Sunday, August 15, 2010
(43-19) My Path
We talked about KNOWING what it is that you're supposed to do for a career and I explained that I believed that writing was what I was MEANT TO DO even though I've done other things up till now. I told them that I had written from the time that I was a very young girl and somehow or other I got sidetracked. I remember being in 4th grade and having to write a story like "Why the zebra has stripes;" and I chose to write "Why people are prejudiced;" (interesting choice for a 9 year old but what can I say, I guess I was always ahead of my time.) I actually got called to the Principal's office about my essay, but it turned out that it was for praise and not punishment. During 5th grade I did a lot of creative writing - I would make my own books and write stories for extra credit; just because I liked to. I always did well In English class, but no teacher or guidance counselor ever encouraged me to become a writer. When it came time for me to look into college's, one of the schools that I applied to was Bard College. Bard appealed to me because at the time they didn't put a lot of emphasis on your SAT scores and neither had I. Instead, they mandated that you had to have a special talent to get in; and so I said that mine was writing. I suppose there must have been some truth to my claim because I did get accepted; but once I visited the campus, I didn't think it was the right place for me; so I chose to go to Long island University - Southampton to major in Pre-law.
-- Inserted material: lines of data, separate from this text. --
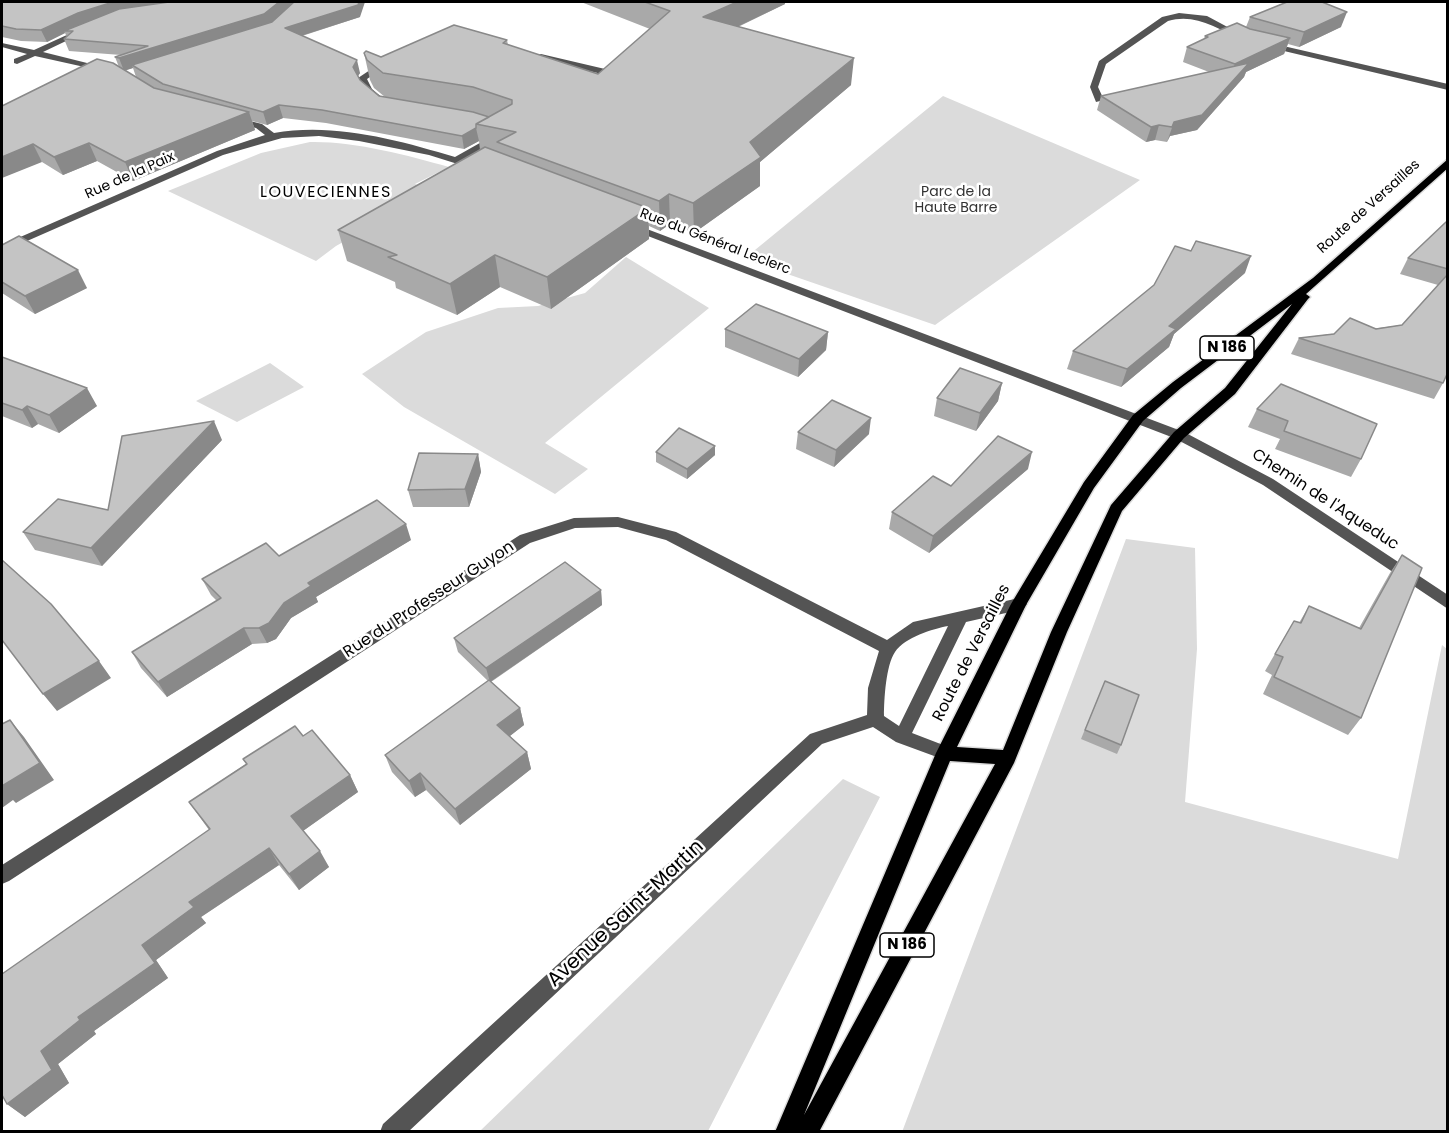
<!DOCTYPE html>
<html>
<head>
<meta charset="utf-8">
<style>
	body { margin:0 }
	#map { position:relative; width:1449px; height:1133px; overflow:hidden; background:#fff; font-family:Poppins,sans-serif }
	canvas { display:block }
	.frame { position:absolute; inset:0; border:3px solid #000; pointer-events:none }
</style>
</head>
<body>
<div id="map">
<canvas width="1449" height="1133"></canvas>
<div class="frame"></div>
</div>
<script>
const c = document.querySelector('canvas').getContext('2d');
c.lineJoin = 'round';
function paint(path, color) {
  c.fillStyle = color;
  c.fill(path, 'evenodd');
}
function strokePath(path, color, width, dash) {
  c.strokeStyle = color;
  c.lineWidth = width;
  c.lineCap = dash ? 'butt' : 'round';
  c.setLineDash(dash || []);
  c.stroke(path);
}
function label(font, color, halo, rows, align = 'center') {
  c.font = font + ' Poppins,sans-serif';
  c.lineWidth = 5;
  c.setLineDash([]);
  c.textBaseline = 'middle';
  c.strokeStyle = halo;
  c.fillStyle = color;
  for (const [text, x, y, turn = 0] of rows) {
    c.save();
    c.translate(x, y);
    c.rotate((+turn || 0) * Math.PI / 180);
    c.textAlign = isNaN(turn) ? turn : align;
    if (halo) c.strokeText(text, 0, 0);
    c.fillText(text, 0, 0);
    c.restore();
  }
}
paint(new Path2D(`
	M943,96L1140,180L935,325L744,259Z
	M310,142C353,141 407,155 449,167L415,184L434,191L336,246L316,261L168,191L261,153Z
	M626,257L709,308L545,443L588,469L555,494L404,407L362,374L426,332L498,308L538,306L585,293Z
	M270,363L304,387L237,422L196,401Z
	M1126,539L1195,548L1197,649L1185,802L1398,859L1442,645L1447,649V1131L902,1132Z
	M843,779L880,797L708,1131H480Z`), '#dbdbdb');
const major = new Path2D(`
	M1448,159V168L1306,294L1310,297L1308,299L1235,394L1184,438L1122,511L1067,632L1014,763L819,1132H775L936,753L1011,604L1084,482L1133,415L1173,382L1313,278ZM1292,304L1225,388L1174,432L1111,505L1051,632L1003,750L957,747L1026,605L1094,488L1143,421L1181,388ZM950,761L995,764L804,1115Z`);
strokePath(major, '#dbdbdb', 3);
paint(new Path2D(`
	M1179,13L1207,16L1248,38L1241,40C1217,28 1195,13 1168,21L1106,64L1098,87L1104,100L1096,102L1090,87L1099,61L1162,17Z
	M80,29L87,31L43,52L107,68V72L35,56L17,64L14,63V59L27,54L2,47V43L34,50Z
	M1266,42L1448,84V90L1263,46L1262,44Z
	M541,54L605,69L619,64L623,67L606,75L538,59V55Z
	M382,62L389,64L367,79L372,89L384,99L379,102L365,92L358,78Z
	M234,117L262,124L274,133C333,122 399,140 455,157L494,135L502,137L464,159L483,166V170L480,171L429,155L359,141L319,136L282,138L223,155L2,252V245L217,151L265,135L256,128L231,122V118Z
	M631,223L1184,432L1273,479L1448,595V609L1263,485L1174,438L627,228V224Z
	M618,517L676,532L887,640L913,622L1019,598L1024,600L1027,604L1024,608L1019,610L966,622L912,733L951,748L954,753L951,758L945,760L896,742L873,727L822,744L408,1132H380L383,1124L810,734L867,715L868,688L879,651L666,540L618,527L575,528L530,543L9,881L2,884V865L520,535L574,518ZM948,626L899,726L884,716C884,699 886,665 895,652C905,637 933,629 948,626Z`), '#545454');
paint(major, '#000');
paint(new Path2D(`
	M2,2L360,17L302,36L360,73L358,76L360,80L379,96L385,97L374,88L370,80L364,53L381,57L507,40L508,45L598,74L650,29L581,2H785V4L738,27L851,85L760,162V186L694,233L670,224L660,231L649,226V239L551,309L500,287L457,315L396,288L395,282L347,261L338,230L480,150L479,141L464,149L326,123L283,118L267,125L252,121L255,130L133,181L97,161L63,175L42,162L2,106L119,67L115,57L121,55L69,51L64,39L67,37L65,33L47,42L21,41L2,37ZM133,68L136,77L125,70Z
	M1250,17L1341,27L1299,47L1288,44L1284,54L1246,72L1244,77L1197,130L1170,136L1167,142L1155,140L1146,142L1097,110L1101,96L1209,72L1183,62L1187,47L1204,39L1205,36L1246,27Z
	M1448,222V372L1443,383L1434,399L1291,354L1299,338L1402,325L1438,285L1400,274L1408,258Z
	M2,245L87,288L35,314L2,293Z
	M1245,273L1174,334L1169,347L1121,387L1067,369L1073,351Z
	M725,329L828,332L826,350L798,377L725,347Z
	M2,357L97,406L59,433L38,424L32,428L2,416Z
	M1002,383L998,401L976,431L934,416L937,398Z
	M1281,384L1361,459L1351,477L1275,449L1280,439L1248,427L1257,409Z
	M798,432L869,434L834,467L796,449Z
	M222,440L102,566L35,550L23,532L108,510Z
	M715,446V455L687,479L656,462V452Z
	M478,454L481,472L469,507H413L408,490Z
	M1028,469L929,553L889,529L892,512L951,486Z
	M411,540L316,597L318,602L291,618L276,639L267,643L252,644L167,697L141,668L132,652L217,601L211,595L202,579L279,556Z
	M1402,555L1361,718L1348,735L1263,694L1272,675L1265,671L1294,621L1299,623L1309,606L1359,628L1390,573Z
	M601,590L602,605L491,682L520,708L524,725L510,736L527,752L531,769L460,825L426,790L415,797L392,772L385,755L488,681L458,652L454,638Z
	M1105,681L1121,745L1117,754L1081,739Z
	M303,736L350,775L358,792L303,831L329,867L299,890L279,865L201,917L206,923L156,960L168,978L94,1031L96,1034L58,1064L69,1083L25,1117L7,1104L209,830L189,802L246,764L243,759Z`), '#a9a9a9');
paint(new Path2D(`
	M113,2H198L64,31L65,33L47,42L41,30L78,13Z
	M279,2H295L268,26L132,65L133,68L124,71L119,58Z
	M359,2H365L360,17L288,40L285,28Z
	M737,2H785V4L703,43V17Z
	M1347,12L1341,27L1299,47L1304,32Z
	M1290,38L1284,54L1246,72L1244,77L1197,130L1170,136L1167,142L1174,122L1229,79L1235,64Z
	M854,58L851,85L760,162V186L694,233L693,203L750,142Z
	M357,60L360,73L356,79L353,67Z
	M279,105L283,118L267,125L263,112Z
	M249,112L255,130L133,181L125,162Z
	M1159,125L1155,140L1146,142L1151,127Z
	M476,128L479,141L464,149L462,136Z
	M89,143L97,161L63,175L54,157Z
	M33,144L42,162L2,178V157Z
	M669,194L670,224L660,231L659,201Z
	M648,208L649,239L551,309L547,277Z
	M495,255L500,287L457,315L450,284Z
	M1251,256L1245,273L1174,334L1169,347L1121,387L1127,369L1169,326Z
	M78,270L87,288L35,314L25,296Z
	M828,332L826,350L798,377L799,359Z
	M1002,383L998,401L976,431L980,413Z
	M87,388L97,406L59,433L49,415Z
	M27,406L38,424L32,428L22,410Z
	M871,418L869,434L834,467L836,450Z
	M214,421L222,440L102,566L91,548Z
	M715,446V455L687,479V469Z
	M1032,452L1028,469L929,553L933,536Z
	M478,454L481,472L469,507L465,489Z
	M406,524L411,540L316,597L318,602L291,618L276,639L267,643L259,628L284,603L308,583Z
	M601,590L602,605L490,682L486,668Z
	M244,628L252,644L167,697L158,682Z
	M99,661L111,678L57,711L43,694Z
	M520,708L524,725L502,742L497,725Z
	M10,720L24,737L54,780L16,803L13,800L2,808V786Z
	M527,752L531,769L460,825L455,809Z
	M420,773L426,790L415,797L409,781Z
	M350,775L358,792L300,833L291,816Z
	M269,848L279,865L201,917L206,923L156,960L168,978L94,1031L96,1034L58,1064L69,1083L25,1117L7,1104L41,1051L78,1017L142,945L189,902Z
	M320,851L329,867L299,890L289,874Z`), '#898989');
const building = new Path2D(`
	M2,2H113L78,13L41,30L16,29L2,26Z
	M169,2H279L264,14L119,58L115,57L148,46L64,39L73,31H64L119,9Z
	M294,2H359L358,5L285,28L357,60L353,67L360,80L379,96L473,112L489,117L476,124V128L462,136L322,110L279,105L263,112L163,84L132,65L272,22Z
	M645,2H737L703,17L854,58L750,142L761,157L693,203L669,194L659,201L497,142L516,132L476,124L512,104V100L473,87L383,73L367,60L364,53L366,51L381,57L454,25L507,40L503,43L598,74L670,11Z
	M1287,2H1322L1347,12L1304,32L1250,17Z
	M1237,23L1250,29L1290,38L1235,64L1187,47L1208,37L1205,36Z
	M97,59L113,63L154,88L249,112L125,162L89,143L54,157L33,144L2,157V106Z
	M1249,63L1202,115L1174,122L1172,127L1159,125L1151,127L1101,96Z
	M485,147L648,208L547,277L495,255L450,284L388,257L397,255L338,230Z
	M1446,222H1448V269L1408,258Z
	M19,236L78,270L25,296L2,282V245Z
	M1196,241L1251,256L1169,326L1176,329L1127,369L1073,351L1154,285L1175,246L1191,251Z
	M1448,274V372L1443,383L1299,338L1334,334L1350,318L1376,329L1402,325Z
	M756,304L828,332L799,359L725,329Z
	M2,357L87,388L49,415L27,406L22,410L2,403Z
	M960,368L1002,383L980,413L937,398Z
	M1281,384L1377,424L1361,459L1284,431L1288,421L1257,409Z
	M832,400L871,418L836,450L798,432Z
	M214,421L91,548L23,532L58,499L108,510L122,436Z
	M679,428L715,446L687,469L656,452Z
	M998,436L1032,452L933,536L892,512L933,476L951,486Z
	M419,453L478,454L465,489L408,490Z
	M377,500L406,524L308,583L311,586L284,603L269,623L259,628H244L158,682L132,652L221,598L202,579L266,543L279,556Z
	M1402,555L1422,568L1361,718L1274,677L1283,657L1275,654L1294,621L1301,623L1309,606L1361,629Z
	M2,560L51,604L99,661L43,694L2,640Z
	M565,562L601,590L486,668L454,638Z
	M489,680L520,708L497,725L527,752L455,809L420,773L409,781L385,755Z
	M1105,681L1139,695L1121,745L1085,730Z
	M10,720L40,763L2,786V724Z
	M295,726L303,736L312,730L350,775L291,816L320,851L289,874L269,848L189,902L194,907L142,945L155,963L78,1017L80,1020L41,1051L52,1070L7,1104L2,1095V974L210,829L189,802L247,764L243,759Z`);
paint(building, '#c4c4c4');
strokePath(building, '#898989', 1.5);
label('14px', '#000', '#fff', [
	["Rue de la Paix",130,176,-24],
	["Route de Versailles",1369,207,-42],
	["Rue du Général Leclerc",715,242,21]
]);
label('14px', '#323232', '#fff', [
	["Parc de la",956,192],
	["Haute Barre",956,208]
]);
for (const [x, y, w] of [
	[1227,348,54],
	[907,945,54]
]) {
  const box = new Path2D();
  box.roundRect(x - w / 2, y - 12, w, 24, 4.5);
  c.fillStyle = '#fff';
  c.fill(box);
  strokePath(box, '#000', 1.5);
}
label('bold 15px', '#000', null, [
	["N 186",1227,348],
	["N 186",907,945]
]);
c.letterSpacing = '1.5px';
label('16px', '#000', '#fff', [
	["LOUVECIENNES",326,193]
]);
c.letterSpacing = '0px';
label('16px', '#000', '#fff', [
	["Chemin de l'Aqueduc",1325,500,33],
	["Rue du Professeur Guyon",429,600,-33],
	["Route de Versailles",972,653,-63]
]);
label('20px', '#000', '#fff', [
	["Avenue Saint-Martin",626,914,-43]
]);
</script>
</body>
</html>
No one was ever going to be a lawyer more than I was; until I wasn't - and during my Sophomore year of college I decided to change my major. Since my favorite professor taught English and those were the classes that I enjoyed the most, I did consider becoming an English major; but ultimately I decided to take the easy way out and I became a Sociology major because all of my credits would transfer over and I would be able to graduate on time. I've regretted that decision for many years; and if I could have a do-over; that is most definitely something that I would have changed; but alas I don't want to dwell in regret. I told my kids that not everyone takes the same path to get to their destination and although I may have taken a longer route; it's never to late to pursue your dreams. Maybe all of the experiences that I've had up until now will contribute to me being a different kind of writer than I would have been under other circumstances;
so I have to believe that everything happens for a reason.